Reaching for the stars

Last week, ISRO launched a record 104 satellites on a single launch vehicle. The bar will be raised further when India fires its most powerful rocket ever, the GSLV Mark-III

Written by Gopal N. Raj | Updated: February 23, 2017 12:58 am
idea-page-759 Illustration by C R Sasikumar

Last Wednesday, the Indian Space Research Organisation (ISRO) opened its launch activities for 2017 by deploying an eye-popping 104 satellites on a single Polar Satellite Launch Vehicle (PSLV), making it seem easy to accomplish. There’s more to come.

The space agency is now gearing up to send the “Satellite for South Asia” on a Geosynchronous Satellite Launch Vehicle (GSLV) next month. This is a satellite that Prime Minister Narendra Modi directed ISRO to produce three years back. The GSAT-9, as it is also known, is intended to provide a range of communication and broadcasting services to neighbouring countries. (Pakistan, however, decided to opt out.)

Far more momentous will be the first developmental flight of the country’s most powerful launch vehicle thus far, the GSLV Mark-III, which is currently expected to take place in the second half of April.
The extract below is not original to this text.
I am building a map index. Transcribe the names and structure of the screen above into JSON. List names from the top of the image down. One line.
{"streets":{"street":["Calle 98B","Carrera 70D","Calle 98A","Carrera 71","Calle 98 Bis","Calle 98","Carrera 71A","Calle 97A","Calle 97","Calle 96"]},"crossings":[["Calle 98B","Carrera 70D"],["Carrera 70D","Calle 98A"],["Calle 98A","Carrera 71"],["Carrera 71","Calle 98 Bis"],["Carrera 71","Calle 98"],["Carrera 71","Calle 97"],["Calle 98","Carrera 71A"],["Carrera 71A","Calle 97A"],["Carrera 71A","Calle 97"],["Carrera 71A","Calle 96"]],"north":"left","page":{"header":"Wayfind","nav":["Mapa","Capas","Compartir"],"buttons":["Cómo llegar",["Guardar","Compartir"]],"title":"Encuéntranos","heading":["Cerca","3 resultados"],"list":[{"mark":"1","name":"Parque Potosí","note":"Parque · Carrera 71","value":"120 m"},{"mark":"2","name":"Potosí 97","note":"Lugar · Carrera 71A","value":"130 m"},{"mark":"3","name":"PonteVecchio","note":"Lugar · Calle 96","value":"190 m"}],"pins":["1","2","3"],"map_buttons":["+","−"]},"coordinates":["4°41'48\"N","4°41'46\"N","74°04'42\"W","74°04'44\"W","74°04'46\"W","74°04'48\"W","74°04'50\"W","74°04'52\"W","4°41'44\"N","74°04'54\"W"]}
This is a massive rocket that weighs one and a half times as much as its predecessor, the GSLV, and, more importantly, will have twice its heft in terms of payload capacity. So it will be able to carry communication satellites that are too heavy for the latter and which ISRO must at present launch abroad at a cost of hundreds of crores of rupees each.
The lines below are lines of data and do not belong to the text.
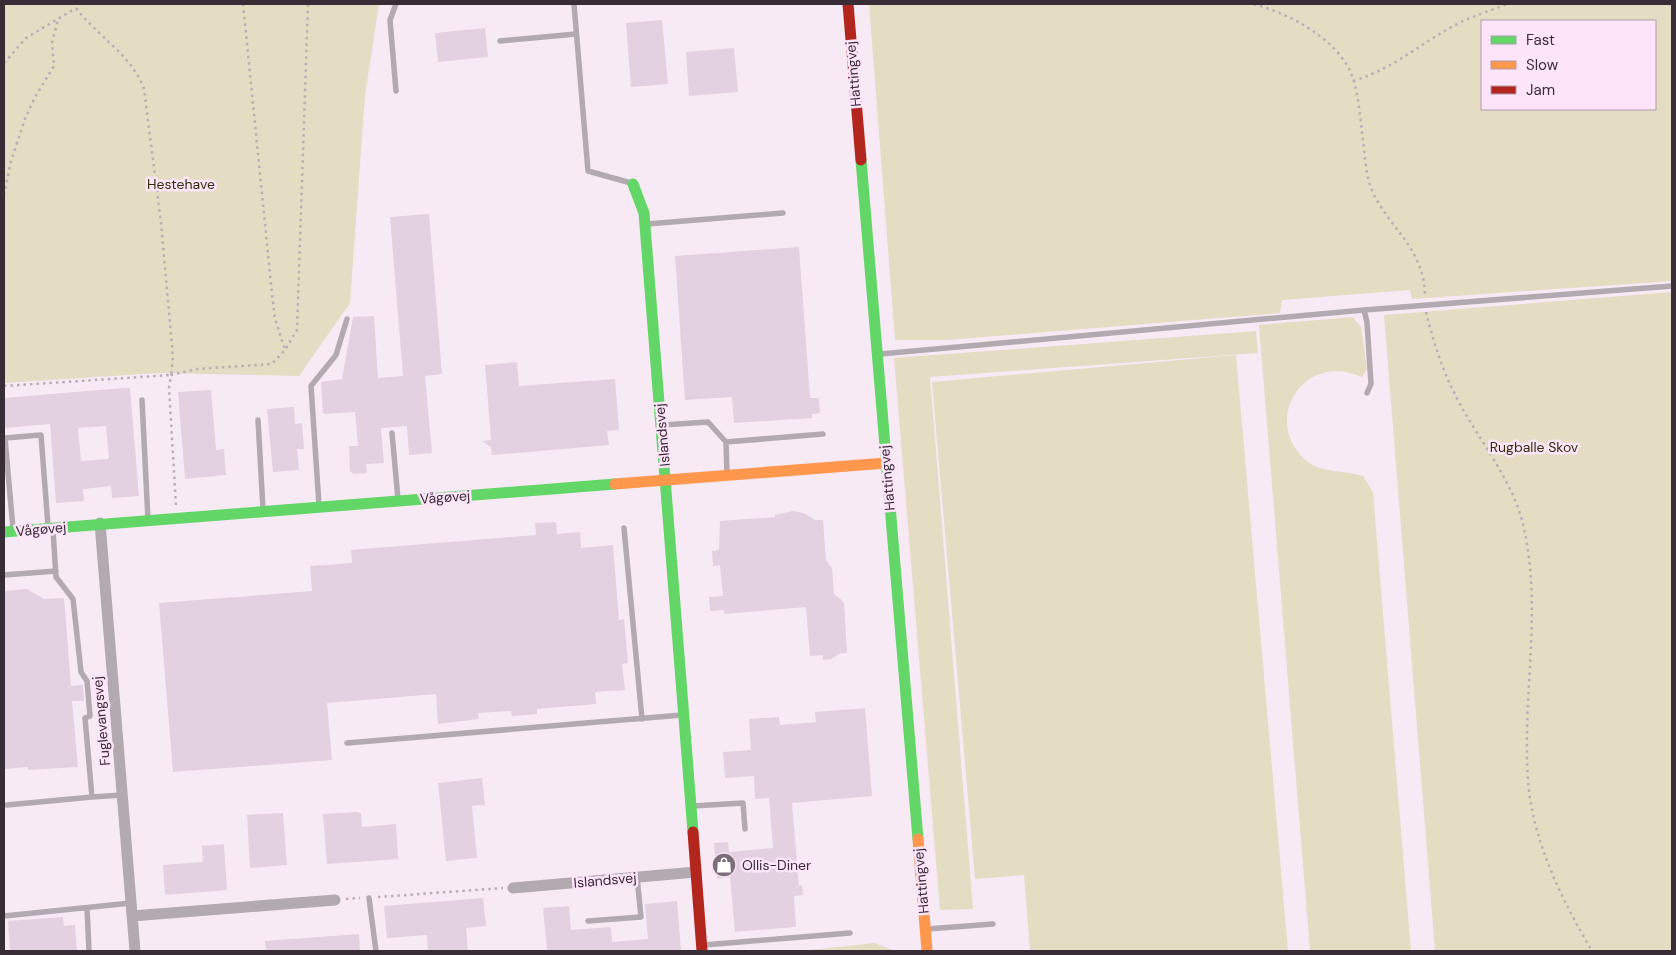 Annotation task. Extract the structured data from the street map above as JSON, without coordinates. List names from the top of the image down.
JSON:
{
  "streets": {
    "street": [
      "Hattingvej",
      "Islandsvej",
      "Vågøvej",
      "Fuglevangsvej"
    ]
  },
  "crossings": [
    ["Hattingvej", "Vågøvej"],
    ["Islandsvej", "Vågøvej"],
    ["Vågøvej", "Fuglevangsvej"]
  ],
  "parks": ["Hestehave", "Rugballe Skov"],
  "places": {
    "shop": ["Ollis-Diner"]
  },
  "legend": ["Fast", "Slow", "Jam"]
} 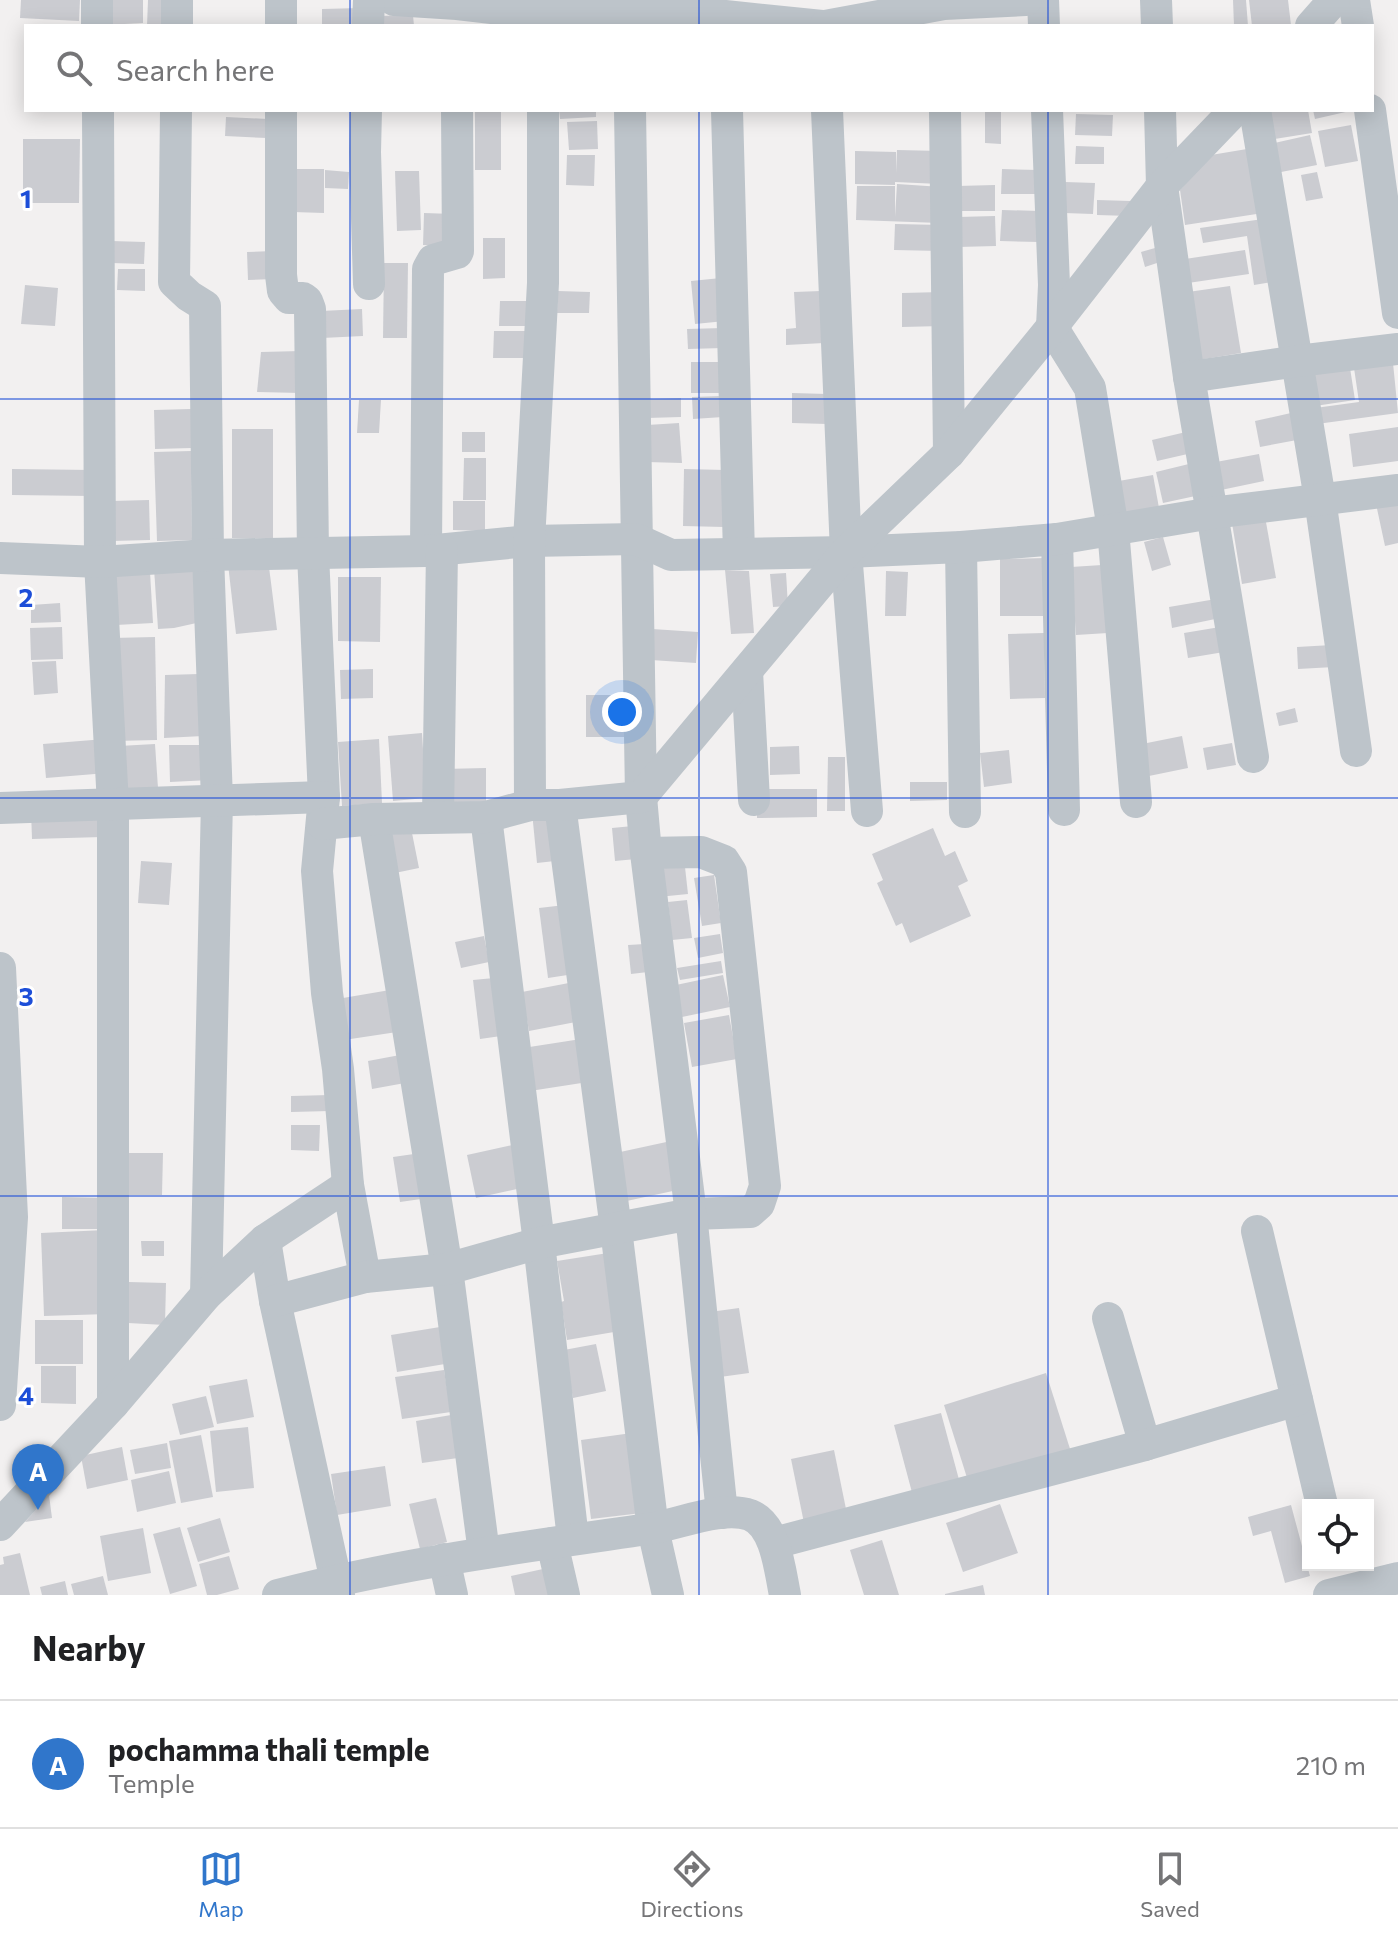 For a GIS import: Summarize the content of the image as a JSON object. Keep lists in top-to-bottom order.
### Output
{
  "page": {
    "search": "Search here",
    "pins": "A",
    "heading": "Nearby",
    "list": [
      {
        "mark": "A",
        "name": "pochamma thali temple",
        "note": "Temple",
        "value": "210 m"
      }
    ],
    "nav": ["Map", "Directions", "Saved"]
  },
  "grid": {
    "rows": [
      "1",
      "2",
      "3",
      "4"
    ]
  }
}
Just two days after the 104-satellite launch, a major milestone was crossed. The final ground test of the Mark-III’s cryogenic stage was successfully completed at the ISRO Propulsion Complex (IPRC) at Mahendragiri in Tamil Nadu. A cryogenic engine burns a highly-efficient propellant combination, liquid hydrogen and liquid oxygen. But their ultra-low temperature, particularly of liquid hydrogen, creates enormous problems when using them in rockets. A cryogenic stage holds the engine as well as insulated tanks for the propellants and all the pipes, valves and other components need to control their flow to the engine.
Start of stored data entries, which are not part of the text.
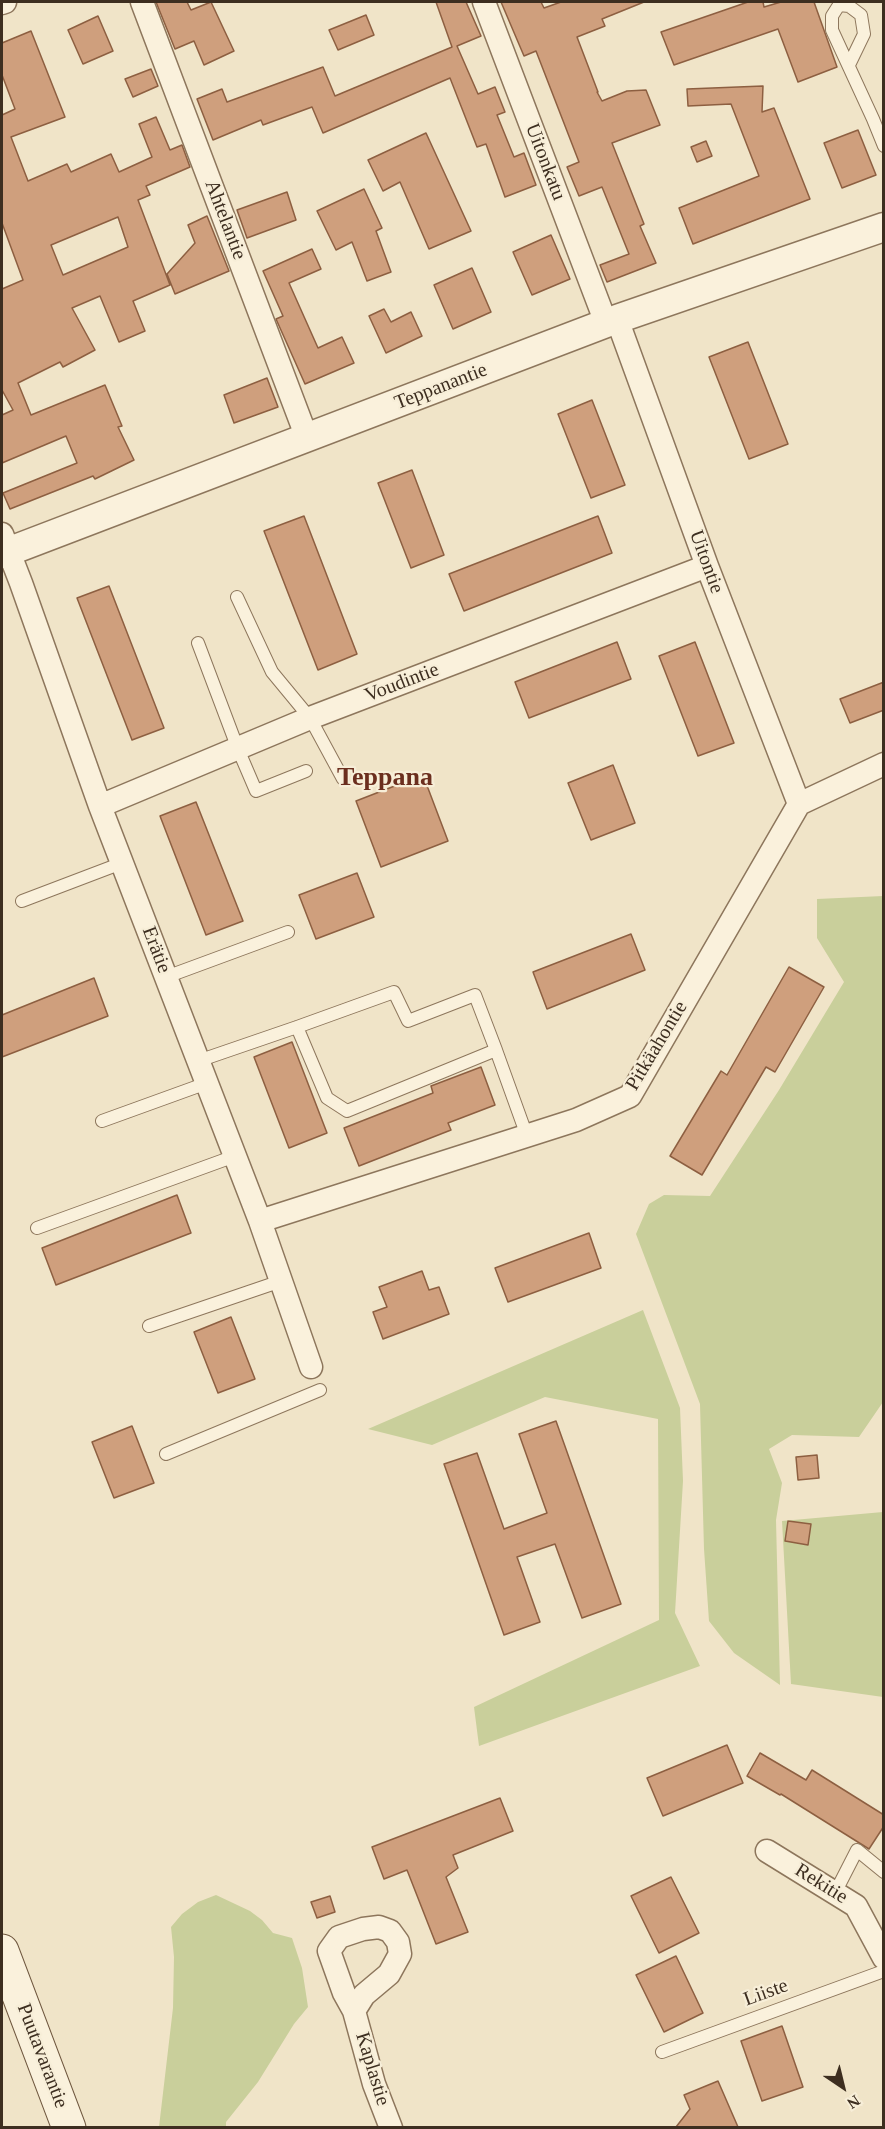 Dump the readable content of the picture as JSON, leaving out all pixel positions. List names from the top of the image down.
{
  "streets": {
    "main road": ["Puutavarantie"],
    "street": [
      "Uitonkatu",
      "Ahtelantie",
      "Teppanantie",
      "Uitontie",
      "Voudintie",
      "Erätie",
      "Pitkäahontie",
      "Rekitie",
      "Kaplastie"
    ],
    "lane": ["Liiste"]
  },
  "crossings": [
    ["Uitonkatu", "Teppanantie"],
    ["Uitonkatu", "Uitontie"],
    ["Ahtelantie", "Teppanantie"],
    ["Teppanantie", "Uitontie"],
    ["Teppanantie", "Erätie"],
    ["Uitontie", "Voudintie"],
    ["Uitontie", "Pitkäahontie"],
    ["Voudintie", "Erätie"],
    ["Erätie", "Pitkäahontie"]
  ],
  "districts": ["Teppana"],
  "north": "bottom right"
}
It is difficult technology to master. In 1991, India had signed a contract with Russia to acquire its technology for a cryogenic engine and stage. But, under pressure from the United States, the Russians backed out of the deal two years later and ISRO was left to develop that capability on its own. The Russians did supply seven flightworthy stages, six of which have flown as the upper stage of GSLV rockets, with the first such flight carried out in 2001. It took ISRO 20 years to produce indigenous equivalents of the Russian engine and stage. The first successful flight of a GSLV equipped with an indigenous “Cryogenic Upper Stage” (CUS) took place just three years back, making India only the sixth nation to possess cryogenic technology.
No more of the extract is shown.